What to do:
Using the data below, copy out all lines with the word "anchor".

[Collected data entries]
--- START ---
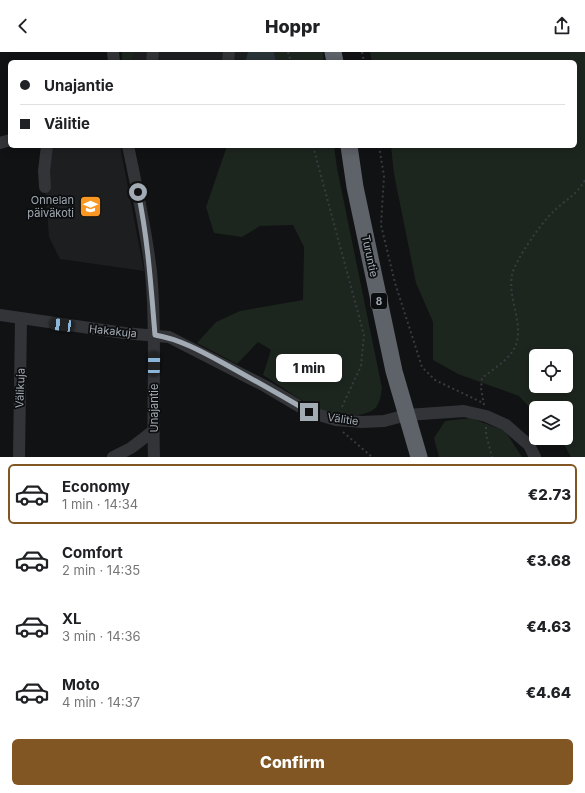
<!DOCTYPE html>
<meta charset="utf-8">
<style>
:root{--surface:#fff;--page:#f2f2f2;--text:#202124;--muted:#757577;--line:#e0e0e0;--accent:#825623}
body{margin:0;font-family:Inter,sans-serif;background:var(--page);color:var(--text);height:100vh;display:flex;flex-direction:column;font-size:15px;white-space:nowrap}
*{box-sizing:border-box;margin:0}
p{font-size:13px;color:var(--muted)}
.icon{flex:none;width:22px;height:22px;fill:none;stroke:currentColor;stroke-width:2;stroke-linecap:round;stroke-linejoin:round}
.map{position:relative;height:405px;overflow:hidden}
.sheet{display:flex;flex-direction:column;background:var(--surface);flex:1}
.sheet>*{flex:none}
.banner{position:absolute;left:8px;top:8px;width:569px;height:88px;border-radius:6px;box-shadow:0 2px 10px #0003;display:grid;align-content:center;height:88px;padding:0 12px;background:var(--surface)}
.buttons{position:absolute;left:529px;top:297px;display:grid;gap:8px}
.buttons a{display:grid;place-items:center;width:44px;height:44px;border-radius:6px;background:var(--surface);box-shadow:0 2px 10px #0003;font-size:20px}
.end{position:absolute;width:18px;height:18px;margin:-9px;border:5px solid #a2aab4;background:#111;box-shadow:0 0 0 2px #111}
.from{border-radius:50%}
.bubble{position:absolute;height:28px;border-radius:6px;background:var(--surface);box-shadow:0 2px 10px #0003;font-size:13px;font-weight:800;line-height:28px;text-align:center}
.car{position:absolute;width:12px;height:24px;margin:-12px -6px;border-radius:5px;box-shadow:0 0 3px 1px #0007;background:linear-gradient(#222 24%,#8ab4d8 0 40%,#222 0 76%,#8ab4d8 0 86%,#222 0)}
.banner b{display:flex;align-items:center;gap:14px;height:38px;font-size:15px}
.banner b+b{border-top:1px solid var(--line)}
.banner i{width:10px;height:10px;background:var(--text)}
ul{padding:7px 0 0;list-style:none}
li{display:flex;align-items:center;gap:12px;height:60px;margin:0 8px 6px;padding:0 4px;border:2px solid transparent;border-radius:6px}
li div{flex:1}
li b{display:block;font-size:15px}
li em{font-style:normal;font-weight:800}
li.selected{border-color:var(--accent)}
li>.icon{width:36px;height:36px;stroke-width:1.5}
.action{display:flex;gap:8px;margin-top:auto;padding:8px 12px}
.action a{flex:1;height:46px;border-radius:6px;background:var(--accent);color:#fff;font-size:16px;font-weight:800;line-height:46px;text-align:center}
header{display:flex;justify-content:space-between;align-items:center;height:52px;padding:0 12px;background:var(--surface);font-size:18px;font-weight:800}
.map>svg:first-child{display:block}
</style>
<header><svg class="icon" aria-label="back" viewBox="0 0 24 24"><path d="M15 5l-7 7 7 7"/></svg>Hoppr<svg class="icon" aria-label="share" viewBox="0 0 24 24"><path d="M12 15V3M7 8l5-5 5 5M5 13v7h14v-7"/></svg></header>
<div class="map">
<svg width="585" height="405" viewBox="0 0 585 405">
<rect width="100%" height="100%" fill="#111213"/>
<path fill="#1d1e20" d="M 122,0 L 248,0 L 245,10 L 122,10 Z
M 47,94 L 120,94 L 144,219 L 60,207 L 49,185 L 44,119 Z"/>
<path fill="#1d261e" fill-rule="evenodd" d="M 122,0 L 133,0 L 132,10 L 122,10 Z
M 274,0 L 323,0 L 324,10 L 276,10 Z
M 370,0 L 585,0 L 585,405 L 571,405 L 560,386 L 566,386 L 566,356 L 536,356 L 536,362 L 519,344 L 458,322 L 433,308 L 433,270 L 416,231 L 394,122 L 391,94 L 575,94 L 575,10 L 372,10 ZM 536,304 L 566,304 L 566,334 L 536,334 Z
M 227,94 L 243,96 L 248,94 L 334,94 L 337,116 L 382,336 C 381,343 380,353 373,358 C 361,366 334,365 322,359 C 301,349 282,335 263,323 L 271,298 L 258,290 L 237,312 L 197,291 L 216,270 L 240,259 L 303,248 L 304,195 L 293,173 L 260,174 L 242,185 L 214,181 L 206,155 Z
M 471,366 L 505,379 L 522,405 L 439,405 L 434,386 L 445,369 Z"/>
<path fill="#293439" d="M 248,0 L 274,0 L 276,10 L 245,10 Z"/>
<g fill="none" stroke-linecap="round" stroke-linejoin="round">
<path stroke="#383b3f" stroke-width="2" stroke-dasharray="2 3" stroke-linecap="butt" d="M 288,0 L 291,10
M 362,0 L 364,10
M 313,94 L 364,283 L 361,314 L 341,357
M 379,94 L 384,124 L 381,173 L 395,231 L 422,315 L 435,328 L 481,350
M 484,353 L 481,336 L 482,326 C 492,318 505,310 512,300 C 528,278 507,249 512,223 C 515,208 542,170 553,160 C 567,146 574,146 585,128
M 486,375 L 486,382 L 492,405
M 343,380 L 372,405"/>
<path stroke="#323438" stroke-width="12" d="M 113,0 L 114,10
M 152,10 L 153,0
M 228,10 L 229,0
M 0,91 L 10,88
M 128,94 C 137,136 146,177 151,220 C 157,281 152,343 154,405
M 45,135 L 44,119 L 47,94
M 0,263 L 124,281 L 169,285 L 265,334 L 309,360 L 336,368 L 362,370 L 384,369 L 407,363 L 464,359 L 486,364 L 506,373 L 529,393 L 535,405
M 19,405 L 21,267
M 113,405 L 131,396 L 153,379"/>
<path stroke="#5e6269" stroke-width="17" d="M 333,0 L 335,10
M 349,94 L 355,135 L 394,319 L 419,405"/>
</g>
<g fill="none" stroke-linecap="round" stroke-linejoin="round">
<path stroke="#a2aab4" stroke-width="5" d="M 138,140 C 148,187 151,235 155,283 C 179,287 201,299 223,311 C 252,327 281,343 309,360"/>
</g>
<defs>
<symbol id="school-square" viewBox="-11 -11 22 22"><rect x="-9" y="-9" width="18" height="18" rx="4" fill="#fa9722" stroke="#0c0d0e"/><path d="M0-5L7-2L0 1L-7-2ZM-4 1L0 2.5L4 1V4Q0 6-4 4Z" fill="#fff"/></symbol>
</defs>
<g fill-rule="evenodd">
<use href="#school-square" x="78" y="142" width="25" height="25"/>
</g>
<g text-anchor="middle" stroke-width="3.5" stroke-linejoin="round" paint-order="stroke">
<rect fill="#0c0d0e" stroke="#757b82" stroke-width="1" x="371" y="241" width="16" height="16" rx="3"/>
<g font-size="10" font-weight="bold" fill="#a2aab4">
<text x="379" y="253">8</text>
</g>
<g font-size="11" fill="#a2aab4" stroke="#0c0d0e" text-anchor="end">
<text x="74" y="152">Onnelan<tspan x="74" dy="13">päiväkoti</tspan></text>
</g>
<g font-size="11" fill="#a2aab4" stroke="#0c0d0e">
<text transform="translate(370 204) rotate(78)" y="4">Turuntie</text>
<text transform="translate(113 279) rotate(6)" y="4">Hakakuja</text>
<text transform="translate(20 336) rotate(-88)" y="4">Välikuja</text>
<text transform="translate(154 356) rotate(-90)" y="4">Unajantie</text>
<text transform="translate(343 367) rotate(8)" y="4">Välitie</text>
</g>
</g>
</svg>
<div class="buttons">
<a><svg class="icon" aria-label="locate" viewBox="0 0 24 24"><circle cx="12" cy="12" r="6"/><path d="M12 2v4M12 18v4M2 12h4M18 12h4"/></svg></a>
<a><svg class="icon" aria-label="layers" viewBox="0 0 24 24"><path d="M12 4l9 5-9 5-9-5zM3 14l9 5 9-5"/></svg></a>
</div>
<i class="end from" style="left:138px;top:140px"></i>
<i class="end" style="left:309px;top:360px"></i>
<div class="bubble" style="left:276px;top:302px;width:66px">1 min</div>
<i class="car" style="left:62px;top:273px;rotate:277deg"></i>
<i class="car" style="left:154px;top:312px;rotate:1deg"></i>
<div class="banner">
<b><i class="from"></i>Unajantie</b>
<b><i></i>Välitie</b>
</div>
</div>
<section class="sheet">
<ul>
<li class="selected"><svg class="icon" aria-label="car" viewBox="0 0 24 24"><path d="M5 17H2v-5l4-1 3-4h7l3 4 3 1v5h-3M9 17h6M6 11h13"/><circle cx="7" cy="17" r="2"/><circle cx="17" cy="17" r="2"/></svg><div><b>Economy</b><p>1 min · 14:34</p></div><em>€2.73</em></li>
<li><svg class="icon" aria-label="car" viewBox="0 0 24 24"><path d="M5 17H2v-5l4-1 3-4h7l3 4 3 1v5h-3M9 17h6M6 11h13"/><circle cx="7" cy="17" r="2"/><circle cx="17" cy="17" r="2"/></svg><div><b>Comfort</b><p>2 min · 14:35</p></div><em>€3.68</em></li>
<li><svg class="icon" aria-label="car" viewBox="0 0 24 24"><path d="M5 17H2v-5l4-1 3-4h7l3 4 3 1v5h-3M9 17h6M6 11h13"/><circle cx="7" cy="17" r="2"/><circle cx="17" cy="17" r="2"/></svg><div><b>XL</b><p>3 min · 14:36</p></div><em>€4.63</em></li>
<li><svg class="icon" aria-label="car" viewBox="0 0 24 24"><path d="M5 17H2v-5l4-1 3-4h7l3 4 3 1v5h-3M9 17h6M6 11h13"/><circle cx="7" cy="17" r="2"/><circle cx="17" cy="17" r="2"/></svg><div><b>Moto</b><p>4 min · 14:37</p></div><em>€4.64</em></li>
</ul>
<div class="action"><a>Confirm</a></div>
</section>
--- END ---
Task solution:
<g text-anchor="middle" stroke-width="3.5" stroke-linejoin="round" paint-order="stroke">
<g font-size="11" fill="#a2aab4" stroke="#0c0d0e" text-anchor="end">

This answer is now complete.